WHAT YOU ARE ASKED TO DO> Among the entries below, how many lines contain "space"? Answer with the number only.

(Saved data entries)
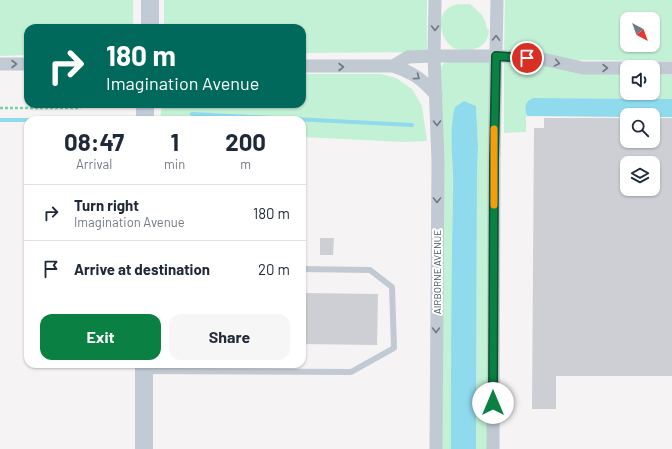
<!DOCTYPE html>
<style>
:root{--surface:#fff;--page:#f6f6f7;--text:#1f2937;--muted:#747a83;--line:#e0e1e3;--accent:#0b8043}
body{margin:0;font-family:Barlow,sans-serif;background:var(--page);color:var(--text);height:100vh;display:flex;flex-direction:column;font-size:15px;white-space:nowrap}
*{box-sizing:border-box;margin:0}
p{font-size:13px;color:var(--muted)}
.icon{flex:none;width:22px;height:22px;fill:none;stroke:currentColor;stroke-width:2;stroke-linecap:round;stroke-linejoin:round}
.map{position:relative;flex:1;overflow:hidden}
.panel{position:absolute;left:24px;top:116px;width:282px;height:252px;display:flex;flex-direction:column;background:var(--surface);border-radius:12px;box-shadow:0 1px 3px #0004}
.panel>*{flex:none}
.hud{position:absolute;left:24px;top:24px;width:282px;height:84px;border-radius:12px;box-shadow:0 1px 3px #0004;background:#00695c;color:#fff;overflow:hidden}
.needle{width:26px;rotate:139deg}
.tools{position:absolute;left:620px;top:12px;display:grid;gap:8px}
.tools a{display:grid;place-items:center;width:40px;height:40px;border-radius:8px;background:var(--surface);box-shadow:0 1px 3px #0004;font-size:20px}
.pin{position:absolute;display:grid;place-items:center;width:34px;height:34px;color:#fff;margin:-17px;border:2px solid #fff;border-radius:50%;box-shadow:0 1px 4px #0007}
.me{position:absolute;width:44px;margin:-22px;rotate:0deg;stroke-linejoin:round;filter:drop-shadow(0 0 3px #0008)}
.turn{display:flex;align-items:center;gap:14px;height:84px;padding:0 16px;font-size:18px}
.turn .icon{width:52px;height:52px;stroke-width:2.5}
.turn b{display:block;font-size:28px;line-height:34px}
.eta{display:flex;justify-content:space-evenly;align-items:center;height:68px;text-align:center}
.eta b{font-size:24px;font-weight:700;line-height:28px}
.primary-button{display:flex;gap:8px;margin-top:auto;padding:8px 16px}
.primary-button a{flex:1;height:46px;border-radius:12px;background:var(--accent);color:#fff;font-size:16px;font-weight:700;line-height:46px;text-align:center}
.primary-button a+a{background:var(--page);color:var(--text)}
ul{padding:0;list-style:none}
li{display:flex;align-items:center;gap:12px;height:56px;padding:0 16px;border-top:1px solid var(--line)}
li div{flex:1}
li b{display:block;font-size:15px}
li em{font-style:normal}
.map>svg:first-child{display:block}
.green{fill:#c3f1d5;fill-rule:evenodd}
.water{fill:#90daee}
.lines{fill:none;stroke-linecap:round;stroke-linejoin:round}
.stream{stroke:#90daee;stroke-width:4}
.building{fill:#cdcfd5;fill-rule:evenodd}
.path{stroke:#7ad0a6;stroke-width:2.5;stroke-dasharray:3 2;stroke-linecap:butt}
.lane{stroke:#c1cad2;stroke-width:6}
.street{stroke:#c1cad2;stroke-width:13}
.secondary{stroke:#c1cbd6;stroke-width:18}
.oneway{stroke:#6e7983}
.route-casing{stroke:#07532c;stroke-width:10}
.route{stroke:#0b8043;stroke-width:7}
.slow{stroke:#f59e0b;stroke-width:7}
.labels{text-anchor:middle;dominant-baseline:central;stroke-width:4;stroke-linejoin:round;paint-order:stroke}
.street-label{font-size:10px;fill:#4a5661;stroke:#fff}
</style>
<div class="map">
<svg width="672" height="449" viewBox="0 0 672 449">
<rect width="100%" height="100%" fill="#f5f3f3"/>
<!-- green -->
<path class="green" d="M0,0H133V28H28V55L0,56Z
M164,0H427V52L302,53V28H164Z
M505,0H672V61L578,60L504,54ZM627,19H653V45H627Z
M470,4L482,15L485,21L487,29L489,30C488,43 481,49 467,50C461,50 455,50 450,45C439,35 436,13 452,6C457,3 465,5 470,4Z
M504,61L627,74V93H653V75H672V99L534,98L526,113V132L504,133Z
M445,62H488L490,63L489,449H476L477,177L478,145L476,106L452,120L453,190L452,232L451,449H439L441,67Z
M302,74H381L396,78L412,89L422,106L427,141L403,142L302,137V120H160L162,104H302Z"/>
<!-- water -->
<path class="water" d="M534,98L672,99V117H653V115H627V117L527,116C524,107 525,101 534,98Z
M464,101L476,106L478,145L477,177L476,449H451C451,363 451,277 453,191C454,166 448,130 455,107Z"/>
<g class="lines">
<!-- stream -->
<path class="stream" d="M192,114L412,125
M0,120H48"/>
</g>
<!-- building -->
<path class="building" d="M544,118H627V141H653V118H672V376H556V409H532L534,128H544ZM627,163H653V189H627Z
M320,238H334L333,255H320Z
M302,293L378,294L377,345L302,344Z"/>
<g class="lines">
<!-- path -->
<path class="path" d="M0,108H77L94,104"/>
<!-- lane -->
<path class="lane" d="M146,371L351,372L394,348L392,287L370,270L302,269"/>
<!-- street -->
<path class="street" d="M435,0L434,56L438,161L436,449
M0,64H28
M302,66H393L408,57L434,56H496L542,59L583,68H627
M393,66C414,73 422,79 436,95
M653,68H672
M493,449L494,161L497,0"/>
<!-- secondary -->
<path class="secondary" d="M150,28V0
M145,120V104
M144,449V364"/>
</g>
<!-- one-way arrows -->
<defs><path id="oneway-chevron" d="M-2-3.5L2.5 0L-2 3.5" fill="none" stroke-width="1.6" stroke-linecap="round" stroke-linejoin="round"/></defs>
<g class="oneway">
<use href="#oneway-chevron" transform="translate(435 28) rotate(90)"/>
<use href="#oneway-chevron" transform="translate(496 38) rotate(-89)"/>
<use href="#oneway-chevron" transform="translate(557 63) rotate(12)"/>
<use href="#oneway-chevron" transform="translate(14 64)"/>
<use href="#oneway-chevron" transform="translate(341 67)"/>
<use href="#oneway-chevron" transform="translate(605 68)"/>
<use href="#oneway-chevron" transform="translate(417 77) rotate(37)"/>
<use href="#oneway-chevron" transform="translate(437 123) rotate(89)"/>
<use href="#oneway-chevron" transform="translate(437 200) rotate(90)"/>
<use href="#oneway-chevron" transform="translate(436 330) rotate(90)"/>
</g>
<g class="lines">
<!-- route casing -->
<g class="route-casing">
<path id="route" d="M493,403L494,160L496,56L527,58"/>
</g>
<!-- route -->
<use href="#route" class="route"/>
<!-- slow -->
<path class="slow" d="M494,205V129"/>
</g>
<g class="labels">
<!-- street labels -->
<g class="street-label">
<text transform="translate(437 272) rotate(-90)">AIRBORNE AVENUE</text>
</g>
</g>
</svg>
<div class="tools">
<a><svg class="needle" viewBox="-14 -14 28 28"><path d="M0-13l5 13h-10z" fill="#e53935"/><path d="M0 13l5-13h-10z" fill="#747a83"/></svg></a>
<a><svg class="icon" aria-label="sound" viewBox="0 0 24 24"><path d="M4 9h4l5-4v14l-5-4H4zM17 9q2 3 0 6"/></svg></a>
<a><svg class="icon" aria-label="search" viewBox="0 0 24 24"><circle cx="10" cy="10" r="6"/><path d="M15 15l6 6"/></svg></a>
<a><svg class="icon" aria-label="layers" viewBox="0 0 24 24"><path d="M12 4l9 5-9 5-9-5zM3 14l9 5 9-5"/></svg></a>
</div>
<div class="pin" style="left:527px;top:58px;background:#d93025"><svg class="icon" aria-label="arrive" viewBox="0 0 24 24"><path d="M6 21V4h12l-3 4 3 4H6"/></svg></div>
<svg class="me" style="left:493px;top:403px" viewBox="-20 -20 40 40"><circle r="19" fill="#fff"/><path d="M0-13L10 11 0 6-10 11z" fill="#0b8043"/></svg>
<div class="hud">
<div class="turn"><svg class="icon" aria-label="right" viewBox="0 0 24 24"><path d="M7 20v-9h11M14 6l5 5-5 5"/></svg><div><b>180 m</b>Imagination Avenue</div></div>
</div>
<section class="panel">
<div class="eta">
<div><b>08:47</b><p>Arrival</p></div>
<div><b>1</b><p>min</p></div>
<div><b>200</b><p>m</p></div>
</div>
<ul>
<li><svg class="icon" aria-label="right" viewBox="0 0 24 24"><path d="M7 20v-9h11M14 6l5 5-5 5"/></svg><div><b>Turn right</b><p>Imagination Avenue</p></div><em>180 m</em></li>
<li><svg class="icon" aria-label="arrive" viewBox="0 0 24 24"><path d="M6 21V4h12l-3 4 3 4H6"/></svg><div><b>Arrive at destination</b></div><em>20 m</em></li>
</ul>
<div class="primary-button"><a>Exit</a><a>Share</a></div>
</section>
</div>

ANSWER> 2